Summer Sessions at University of Detroit-Nuns on Campus
While many students may take the summer off from their studies, the campus is still buzzing with classes for the summer session. During the 1950′s there have been as many as 470 nuns representing twenty-five different orders attending daily classes, studying on campus benches and eating in the Student Union. They would come from all over the country as well as from Canada and even the Sisters of Notre Dame de Sion from Paris, France and Sisters of St. Dorthy from Rome, Italy.
The majority of the nuns were already teaching school but came to campus to take refresher courses or to further their education by taking classes in the Graduate College. Most were taking courses that would lead to master’s in education, but there were various other fields such as biology, engineering and business administration.

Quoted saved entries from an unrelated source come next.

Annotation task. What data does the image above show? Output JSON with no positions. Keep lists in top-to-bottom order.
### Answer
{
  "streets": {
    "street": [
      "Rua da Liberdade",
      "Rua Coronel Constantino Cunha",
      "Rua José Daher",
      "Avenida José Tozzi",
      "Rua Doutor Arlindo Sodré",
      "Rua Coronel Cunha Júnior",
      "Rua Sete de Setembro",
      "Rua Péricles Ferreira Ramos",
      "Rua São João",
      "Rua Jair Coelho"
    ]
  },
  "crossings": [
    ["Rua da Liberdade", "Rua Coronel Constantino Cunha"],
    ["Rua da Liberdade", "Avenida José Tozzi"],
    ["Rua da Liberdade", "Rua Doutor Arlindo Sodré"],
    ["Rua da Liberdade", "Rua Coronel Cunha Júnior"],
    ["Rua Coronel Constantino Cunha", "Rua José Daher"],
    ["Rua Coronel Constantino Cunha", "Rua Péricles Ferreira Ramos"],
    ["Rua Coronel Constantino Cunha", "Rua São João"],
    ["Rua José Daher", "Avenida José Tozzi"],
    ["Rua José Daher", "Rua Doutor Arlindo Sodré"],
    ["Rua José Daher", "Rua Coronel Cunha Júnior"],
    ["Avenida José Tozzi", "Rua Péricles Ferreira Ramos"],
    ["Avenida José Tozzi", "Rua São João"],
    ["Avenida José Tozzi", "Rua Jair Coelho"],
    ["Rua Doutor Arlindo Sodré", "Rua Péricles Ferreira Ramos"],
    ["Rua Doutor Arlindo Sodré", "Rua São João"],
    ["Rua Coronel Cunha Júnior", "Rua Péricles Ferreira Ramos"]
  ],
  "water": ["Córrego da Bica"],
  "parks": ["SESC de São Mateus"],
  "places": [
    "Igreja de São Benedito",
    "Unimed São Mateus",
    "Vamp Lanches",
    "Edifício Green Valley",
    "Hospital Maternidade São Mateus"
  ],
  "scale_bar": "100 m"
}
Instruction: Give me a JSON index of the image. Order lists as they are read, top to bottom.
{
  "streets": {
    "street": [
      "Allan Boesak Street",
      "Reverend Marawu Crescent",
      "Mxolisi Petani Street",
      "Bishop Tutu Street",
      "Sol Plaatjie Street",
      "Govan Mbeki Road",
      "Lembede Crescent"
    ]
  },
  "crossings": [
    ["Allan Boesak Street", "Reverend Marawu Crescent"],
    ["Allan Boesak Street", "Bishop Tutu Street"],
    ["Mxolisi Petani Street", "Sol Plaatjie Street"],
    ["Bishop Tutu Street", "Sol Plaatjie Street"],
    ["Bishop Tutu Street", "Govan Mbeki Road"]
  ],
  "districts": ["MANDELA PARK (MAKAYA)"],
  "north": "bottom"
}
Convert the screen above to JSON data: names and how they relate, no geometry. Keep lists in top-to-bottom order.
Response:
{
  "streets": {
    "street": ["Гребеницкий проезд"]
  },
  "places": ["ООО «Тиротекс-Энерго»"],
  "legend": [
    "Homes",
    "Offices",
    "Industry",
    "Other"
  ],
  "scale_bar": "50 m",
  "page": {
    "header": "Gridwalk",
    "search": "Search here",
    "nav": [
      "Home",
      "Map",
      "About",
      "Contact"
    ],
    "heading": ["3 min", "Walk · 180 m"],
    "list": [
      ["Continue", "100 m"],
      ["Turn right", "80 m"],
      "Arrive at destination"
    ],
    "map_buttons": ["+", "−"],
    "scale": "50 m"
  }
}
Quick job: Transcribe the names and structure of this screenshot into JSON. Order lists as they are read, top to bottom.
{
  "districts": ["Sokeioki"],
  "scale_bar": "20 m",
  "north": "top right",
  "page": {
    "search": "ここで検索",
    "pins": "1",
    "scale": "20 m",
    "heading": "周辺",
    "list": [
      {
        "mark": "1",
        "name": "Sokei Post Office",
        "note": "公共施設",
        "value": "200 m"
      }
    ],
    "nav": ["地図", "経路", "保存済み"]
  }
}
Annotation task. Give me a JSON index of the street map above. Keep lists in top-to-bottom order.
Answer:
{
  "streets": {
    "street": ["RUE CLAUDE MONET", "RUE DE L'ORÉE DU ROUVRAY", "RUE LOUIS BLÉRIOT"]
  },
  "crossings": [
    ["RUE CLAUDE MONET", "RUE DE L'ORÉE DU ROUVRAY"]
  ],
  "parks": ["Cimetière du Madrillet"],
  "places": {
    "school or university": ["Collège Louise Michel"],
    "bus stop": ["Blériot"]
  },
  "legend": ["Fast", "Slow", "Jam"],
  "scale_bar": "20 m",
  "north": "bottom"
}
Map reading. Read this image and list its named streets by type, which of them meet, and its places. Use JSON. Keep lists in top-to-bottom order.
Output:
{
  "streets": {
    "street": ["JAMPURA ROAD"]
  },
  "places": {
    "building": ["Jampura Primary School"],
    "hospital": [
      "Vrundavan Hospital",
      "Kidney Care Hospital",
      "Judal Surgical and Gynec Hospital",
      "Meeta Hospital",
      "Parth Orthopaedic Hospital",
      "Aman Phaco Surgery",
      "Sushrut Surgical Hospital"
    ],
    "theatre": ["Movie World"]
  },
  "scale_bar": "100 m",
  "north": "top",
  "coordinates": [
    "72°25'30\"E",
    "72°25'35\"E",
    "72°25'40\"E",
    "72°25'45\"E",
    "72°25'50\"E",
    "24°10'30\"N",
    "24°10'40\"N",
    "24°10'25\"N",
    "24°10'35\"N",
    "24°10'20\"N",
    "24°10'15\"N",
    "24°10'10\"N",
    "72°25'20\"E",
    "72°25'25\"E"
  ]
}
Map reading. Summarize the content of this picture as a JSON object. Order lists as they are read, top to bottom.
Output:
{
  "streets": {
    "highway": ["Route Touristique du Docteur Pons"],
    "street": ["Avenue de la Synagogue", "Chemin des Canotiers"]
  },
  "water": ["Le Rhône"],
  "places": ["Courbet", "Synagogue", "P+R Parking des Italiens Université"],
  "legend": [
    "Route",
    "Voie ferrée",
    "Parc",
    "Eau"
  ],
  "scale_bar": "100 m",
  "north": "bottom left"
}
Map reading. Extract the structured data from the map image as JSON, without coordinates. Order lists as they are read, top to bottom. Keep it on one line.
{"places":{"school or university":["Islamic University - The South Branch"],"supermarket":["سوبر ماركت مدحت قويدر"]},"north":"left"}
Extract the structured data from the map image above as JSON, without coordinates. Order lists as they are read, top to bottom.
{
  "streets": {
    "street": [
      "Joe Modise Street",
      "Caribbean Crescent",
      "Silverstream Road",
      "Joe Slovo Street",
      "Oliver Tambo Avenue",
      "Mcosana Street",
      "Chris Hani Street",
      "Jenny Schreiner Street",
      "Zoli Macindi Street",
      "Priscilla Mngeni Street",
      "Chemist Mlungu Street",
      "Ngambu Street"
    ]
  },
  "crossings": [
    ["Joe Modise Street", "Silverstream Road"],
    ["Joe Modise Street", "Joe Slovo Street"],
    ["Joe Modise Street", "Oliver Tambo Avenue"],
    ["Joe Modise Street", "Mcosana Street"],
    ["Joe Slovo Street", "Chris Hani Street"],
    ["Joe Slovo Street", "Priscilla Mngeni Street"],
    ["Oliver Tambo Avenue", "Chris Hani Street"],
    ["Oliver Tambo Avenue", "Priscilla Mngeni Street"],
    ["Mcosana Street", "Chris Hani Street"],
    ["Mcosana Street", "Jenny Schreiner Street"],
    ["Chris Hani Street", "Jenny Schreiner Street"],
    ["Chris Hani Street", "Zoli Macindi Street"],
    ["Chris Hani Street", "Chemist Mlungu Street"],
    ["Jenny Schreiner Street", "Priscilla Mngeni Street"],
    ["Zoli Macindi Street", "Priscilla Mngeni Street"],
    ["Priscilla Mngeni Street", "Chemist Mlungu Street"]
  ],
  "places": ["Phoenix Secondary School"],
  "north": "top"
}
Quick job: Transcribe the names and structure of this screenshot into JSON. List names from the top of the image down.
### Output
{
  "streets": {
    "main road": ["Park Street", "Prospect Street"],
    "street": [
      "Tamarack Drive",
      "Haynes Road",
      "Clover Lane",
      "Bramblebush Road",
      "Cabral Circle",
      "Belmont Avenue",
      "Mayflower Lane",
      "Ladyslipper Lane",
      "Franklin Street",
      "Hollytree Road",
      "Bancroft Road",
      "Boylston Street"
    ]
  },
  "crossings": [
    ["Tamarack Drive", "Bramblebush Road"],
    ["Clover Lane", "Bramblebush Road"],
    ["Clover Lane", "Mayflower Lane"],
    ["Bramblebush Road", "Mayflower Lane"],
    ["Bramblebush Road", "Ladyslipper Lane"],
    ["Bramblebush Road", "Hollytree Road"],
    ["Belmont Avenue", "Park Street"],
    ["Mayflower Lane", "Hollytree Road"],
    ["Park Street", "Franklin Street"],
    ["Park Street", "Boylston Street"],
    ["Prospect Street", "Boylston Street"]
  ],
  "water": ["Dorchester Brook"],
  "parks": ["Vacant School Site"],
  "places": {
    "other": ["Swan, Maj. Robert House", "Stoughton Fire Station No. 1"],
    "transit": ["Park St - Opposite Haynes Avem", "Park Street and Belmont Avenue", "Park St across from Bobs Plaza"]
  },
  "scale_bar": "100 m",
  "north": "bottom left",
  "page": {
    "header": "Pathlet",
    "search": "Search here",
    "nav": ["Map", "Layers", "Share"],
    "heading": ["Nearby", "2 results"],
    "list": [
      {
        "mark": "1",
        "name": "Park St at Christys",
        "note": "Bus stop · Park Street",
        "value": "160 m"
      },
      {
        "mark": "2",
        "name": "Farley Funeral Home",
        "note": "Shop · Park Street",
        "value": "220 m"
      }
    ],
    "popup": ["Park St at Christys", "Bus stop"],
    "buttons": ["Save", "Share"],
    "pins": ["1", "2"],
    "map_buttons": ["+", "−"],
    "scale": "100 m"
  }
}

In the summer of 1957 Holden Hall, traditionally male dormitory, thirty-five nuns from 11 different orders took over the building while attending summer classes. This was the first time women were admitted to the the dorm and they referred to themselves as the “Holden Hall Pioneers”. In the summer of 1960 the newly open Shiple Hall housed 107 nuns for the six week summer session. This newest, biggest and tallest all male dorm must have had a few bugs to work out or it wanted to give the visiting sisters something to think about. A newspaper article in the file reported how one of the nuns one night heard the elevator whir as she was returning to her room down a dark corridor. “It stopped, the door opened, but no one came out. The door closed again. The sister went on resolutely when suddenly the door opened again. Still no one there. The startled sister set out to recruit a little company.” The article went on to say, “It still acts up”.